- **Dataset records**:
○ ○ ○

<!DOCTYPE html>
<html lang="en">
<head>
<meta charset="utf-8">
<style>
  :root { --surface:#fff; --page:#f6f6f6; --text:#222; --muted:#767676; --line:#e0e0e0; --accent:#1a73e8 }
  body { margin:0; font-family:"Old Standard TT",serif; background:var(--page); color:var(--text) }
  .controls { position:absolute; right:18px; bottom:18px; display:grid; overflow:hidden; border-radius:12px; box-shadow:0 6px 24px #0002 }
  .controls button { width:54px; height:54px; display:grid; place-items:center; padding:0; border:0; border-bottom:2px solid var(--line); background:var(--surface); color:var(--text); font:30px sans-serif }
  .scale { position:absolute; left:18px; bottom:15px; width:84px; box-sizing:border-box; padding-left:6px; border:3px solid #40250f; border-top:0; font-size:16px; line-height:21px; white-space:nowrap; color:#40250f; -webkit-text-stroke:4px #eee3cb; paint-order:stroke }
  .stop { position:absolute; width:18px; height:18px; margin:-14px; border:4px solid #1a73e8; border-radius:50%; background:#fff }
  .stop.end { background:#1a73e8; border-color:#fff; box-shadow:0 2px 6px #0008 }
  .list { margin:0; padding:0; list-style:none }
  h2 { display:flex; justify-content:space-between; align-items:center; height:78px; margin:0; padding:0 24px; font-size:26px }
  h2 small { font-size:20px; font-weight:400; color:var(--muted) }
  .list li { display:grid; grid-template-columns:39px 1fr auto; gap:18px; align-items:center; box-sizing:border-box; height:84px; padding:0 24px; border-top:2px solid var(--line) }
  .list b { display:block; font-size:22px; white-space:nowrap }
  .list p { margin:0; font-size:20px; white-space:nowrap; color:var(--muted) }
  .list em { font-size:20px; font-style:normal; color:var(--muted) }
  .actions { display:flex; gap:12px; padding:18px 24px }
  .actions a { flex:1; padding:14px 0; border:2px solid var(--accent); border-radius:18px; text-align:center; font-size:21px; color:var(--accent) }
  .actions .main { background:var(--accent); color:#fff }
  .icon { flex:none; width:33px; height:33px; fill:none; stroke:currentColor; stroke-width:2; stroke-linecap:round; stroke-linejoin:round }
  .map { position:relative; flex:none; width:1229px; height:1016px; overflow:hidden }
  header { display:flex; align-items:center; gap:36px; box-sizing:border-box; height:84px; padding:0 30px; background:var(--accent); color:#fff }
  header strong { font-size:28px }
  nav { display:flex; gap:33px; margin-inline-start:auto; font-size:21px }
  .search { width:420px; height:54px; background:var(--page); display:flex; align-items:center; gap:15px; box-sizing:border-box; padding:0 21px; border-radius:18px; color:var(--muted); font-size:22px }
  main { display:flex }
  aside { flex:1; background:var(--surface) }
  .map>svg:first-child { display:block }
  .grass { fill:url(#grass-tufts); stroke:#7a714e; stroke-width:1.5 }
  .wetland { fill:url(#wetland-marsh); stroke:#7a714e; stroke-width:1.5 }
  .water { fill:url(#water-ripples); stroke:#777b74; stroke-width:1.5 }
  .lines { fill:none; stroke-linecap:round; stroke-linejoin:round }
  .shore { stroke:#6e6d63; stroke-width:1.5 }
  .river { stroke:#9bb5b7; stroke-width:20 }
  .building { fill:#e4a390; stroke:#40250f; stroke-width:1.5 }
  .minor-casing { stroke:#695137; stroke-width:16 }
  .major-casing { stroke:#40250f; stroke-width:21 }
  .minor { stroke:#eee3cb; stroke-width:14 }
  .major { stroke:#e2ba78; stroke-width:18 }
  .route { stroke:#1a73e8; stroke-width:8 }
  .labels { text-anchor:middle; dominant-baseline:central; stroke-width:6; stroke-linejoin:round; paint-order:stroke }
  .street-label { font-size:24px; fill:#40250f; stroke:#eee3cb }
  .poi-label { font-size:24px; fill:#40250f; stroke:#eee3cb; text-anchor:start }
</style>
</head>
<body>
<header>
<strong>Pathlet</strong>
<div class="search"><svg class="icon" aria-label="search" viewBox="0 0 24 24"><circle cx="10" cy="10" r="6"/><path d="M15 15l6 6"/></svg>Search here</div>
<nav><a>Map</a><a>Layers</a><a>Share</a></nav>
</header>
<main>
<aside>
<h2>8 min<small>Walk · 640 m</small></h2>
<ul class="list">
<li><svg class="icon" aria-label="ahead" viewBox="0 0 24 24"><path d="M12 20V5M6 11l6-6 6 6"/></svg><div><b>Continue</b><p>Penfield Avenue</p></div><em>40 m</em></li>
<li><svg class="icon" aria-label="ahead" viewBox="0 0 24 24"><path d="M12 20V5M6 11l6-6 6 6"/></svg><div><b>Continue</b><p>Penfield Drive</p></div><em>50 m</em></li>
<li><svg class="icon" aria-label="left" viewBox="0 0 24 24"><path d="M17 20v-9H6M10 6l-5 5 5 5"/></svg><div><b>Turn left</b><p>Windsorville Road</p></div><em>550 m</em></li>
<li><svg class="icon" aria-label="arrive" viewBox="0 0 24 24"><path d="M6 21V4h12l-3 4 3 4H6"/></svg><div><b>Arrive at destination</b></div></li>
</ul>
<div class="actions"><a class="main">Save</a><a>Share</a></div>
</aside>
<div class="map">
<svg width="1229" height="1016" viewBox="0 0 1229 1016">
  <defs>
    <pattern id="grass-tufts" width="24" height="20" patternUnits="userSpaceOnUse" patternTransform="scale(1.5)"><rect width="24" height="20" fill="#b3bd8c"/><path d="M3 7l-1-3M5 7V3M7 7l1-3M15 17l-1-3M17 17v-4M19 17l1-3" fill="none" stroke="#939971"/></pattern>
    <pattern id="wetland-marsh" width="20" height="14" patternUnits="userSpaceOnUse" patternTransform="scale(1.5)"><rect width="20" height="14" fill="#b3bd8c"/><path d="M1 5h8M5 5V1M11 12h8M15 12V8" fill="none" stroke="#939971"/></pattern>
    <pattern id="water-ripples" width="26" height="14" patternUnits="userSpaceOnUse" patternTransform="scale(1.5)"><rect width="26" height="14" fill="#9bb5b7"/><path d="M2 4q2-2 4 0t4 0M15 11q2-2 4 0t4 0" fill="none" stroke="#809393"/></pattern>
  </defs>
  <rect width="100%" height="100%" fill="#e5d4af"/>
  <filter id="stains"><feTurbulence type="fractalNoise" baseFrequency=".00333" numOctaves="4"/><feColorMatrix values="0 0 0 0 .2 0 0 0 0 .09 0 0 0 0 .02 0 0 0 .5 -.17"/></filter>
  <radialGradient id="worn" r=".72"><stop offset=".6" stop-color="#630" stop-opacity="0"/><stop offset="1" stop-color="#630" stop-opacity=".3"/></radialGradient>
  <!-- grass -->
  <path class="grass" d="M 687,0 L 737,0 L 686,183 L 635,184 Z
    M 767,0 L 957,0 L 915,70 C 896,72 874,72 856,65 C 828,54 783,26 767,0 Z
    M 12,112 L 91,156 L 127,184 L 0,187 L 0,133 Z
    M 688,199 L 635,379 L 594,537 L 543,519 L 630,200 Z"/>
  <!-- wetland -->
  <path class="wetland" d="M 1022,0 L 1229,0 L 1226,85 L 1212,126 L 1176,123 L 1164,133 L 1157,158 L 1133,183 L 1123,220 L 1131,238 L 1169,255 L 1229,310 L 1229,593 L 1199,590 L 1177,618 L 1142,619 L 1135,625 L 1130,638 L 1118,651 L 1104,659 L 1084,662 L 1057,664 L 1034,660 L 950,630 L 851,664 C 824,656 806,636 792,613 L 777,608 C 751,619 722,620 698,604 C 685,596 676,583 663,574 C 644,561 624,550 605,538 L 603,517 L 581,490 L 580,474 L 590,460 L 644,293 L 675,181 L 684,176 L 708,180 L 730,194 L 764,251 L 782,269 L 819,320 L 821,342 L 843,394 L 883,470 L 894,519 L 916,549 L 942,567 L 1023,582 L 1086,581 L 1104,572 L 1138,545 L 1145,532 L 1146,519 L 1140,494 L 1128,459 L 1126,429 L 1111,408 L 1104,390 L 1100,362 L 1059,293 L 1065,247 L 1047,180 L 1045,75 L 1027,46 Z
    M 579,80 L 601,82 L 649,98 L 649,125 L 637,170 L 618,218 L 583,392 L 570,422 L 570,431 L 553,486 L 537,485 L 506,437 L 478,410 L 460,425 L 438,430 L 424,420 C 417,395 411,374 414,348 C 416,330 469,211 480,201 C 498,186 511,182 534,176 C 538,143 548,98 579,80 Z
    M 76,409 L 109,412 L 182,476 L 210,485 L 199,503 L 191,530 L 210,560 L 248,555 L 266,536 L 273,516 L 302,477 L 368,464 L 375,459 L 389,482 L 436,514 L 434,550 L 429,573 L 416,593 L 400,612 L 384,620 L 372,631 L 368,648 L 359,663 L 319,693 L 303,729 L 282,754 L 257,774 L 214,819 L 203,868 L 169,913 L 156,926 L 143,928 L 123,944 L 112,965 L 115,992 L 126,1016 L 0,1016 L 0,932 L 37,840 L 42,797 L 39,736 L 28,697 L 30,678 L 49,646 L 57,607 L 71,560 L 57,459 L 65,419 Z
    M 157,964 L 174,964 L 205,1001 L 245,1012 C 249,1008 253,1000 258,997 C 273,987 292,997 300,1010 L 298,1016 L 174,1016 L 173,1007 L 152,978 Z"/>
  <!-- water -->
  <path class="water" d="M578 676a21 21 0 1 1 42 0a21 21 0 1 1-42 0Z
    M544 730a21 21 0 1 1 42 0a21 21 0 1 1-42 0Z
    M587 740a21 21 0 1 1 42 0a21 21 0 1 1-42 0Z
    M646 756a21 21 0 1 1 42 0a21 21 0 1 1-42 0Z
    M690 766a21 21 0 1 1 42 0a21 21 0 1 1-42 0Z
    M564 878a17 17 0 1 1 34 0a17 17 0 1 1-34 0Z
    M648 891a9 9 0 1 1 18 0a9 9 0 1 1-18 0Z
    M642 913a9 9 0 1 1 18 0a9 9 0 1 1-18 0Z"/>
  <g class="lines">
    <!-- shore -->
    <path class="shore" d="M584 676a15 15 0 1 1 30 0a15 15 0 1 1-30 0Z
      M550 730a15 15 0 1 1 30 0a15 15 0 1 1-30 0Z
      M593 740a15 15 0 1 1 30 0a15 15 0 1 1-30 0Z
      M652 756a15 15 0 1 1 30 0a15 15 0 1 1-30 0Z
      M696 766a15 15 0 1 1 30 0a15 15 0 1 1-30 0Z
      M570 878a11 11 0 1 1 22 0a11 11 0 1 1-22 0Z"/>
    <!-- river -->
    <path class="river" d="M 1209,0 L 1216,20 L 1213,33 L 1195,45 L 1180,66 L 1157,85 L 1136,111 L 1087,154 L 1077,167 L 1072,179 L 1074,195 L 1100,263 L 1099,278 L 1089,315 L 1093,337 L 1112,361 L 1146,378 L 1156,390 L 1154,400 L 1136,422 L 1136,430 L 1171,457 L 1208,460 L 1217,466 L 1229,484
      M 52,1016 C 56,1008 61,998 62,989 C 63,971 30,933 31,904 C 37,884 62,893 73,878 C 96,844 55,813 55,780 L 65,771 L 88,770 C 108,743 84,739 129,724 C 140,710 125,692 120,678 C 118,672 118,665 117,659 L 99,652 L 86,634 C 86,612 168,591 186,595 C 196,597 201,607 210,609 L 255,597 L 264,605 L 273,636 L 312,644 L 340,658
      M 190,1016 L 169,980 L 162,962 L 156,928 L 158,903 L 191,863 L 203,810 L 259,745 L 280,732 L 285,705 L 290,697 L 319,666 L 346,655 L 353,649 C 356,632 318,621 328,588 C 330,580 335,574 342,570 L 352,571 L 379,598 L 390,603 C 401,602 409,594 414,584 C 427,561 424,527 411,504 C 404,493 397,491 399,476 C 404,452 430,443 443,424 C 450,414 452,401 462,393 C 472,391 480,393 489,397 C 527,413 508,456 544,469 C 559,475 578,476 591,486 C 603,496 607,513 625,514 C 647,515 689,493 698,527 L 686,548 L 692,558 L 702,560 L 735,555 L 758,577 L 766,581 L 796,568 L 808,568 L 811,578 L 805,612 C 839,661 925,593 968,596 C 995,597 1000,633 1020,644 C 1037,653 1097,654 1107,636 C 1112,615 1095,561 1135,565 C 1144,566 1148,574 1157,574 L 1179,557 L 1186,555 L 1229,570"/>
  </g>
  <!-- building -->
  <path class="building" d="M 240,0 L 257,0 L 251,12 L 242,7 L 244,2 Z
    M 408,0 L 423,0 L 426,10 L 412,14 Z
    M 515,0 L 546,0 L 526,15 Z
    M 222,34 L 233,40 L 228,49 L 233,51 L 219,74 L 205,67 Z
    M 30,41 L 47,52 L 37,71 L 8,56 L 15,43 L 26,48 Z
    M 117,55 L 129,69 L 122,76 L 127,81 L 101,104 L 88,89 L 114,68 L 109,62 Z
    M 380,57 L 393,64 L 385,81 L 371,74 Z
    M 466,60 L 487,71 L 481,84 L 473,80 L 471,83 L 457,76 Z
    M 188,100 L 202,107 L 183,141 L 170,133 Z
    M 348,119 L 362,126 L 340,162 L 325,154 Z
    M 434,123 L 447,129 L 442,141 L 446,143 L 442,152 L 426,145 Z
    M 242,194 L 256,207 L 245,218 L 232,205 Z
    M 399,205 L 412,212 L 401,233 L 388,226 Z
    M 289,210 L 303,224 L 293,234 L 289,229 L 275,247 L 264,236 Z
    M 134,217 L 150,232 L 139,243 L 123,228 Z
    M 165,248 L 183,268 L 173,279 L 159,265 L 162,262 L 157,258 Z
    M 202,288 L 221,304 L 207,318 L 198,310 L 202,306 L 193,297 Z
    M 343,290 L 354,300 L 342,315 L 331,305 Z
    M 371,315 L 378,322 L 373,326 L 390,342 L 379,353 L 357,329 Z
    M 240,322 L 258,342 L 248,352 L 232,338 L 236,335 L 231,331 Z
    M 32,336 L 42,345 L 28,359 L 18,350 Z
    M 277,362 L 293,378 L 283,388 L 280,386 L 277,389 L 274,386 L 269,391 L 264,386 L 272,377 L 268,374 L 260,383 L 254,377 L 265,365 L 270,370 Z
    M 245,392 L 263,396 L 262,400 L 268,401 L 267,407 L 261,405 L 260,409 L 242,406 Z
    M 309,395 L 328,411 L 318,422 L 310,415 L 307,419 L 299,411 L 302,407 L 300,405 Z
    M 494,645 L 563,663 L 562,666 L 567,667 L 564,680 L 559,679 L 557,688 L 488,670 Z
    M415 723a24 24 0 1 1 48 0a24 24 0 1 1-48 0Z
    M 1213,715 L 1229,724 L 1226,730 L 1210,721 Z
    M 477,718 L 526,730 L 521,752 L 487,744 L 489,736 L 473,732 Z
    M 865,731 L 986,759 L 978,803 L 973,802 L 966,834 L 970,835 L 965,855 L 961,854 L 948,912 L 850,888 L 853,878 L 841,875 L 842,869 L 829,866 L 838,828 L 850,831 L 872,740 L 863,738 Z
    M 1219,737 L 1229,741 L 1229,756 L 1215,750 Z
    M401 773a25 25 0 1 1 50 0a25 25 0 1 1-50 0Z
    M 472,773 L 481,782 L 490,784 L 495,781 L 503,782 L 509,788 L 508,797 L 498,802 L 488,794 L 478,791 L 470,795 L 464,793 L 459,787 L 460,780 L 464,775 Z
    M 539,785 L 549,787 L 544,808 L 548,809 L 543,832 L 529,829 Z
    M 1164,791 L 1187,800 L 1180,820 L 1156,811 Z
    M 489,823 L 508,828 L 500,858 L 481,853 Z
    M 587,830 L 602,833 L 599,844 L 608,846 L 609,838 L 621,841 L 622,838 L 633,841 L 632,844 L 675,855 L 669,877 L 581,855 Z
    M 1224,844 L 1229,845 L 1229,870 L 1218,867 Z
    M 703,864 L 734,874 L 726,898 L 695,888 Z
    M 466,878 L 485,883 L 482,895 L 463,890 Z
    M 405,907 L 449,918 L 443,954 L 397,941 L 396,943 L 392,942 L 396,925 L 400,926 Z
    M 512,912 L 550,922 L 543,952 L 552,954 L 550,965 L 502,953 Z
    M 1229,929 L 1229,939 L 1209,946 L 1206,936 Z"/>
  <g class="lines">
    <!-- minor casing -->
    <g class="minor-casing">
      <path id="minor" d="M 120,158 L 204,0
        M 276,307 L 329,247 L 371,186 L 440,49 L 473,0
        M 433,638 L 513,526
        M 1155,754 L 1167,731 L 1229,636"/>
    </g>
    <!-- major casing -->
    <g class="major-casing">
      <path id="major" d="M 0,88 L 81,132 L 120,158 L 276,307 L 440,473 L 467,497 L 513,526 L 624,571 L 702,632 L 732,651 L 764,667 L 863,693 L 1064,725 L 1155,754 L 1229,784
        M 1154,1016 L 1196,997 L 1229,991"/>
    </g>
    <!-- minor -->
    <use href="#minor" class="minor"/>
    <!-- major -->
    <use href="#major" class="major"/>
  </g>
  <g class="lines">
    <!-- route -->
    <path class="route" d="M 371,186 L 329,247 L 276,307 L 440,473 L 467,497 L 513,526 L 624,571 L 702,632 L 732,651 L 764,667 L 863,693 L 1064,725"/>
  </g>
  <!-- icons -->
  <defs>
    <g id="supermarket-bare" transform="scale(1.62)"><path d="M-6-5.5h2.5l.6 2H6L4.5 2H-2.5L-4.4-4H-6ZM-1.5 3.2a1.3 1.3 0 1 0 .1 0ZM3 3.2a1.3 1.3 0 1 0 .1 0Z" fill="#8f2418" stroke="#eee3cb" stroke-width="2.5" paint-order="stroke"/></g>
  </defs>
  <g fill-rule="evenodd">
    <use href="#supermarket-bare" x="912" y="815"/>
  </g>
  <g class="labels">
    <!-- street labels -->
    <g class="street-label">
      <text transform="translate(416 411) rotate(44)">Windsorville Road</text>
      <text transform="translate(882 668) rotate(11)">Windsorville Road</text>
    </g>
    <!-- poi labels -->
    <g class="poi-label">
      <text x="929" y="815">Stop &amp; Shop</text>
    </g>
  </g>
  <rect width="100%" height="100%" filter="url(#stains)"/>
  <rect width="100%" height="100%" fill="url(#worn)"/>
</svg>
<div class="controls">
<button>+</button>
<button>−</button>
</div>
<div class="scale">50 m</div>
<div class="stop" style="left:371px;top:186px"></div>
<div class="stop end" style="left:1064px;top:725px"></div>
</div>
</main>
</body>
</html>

○ ○ ○

- **Try it**:
Only a number is needed: how many lines of the material above contain "white"?

- **Result**:
3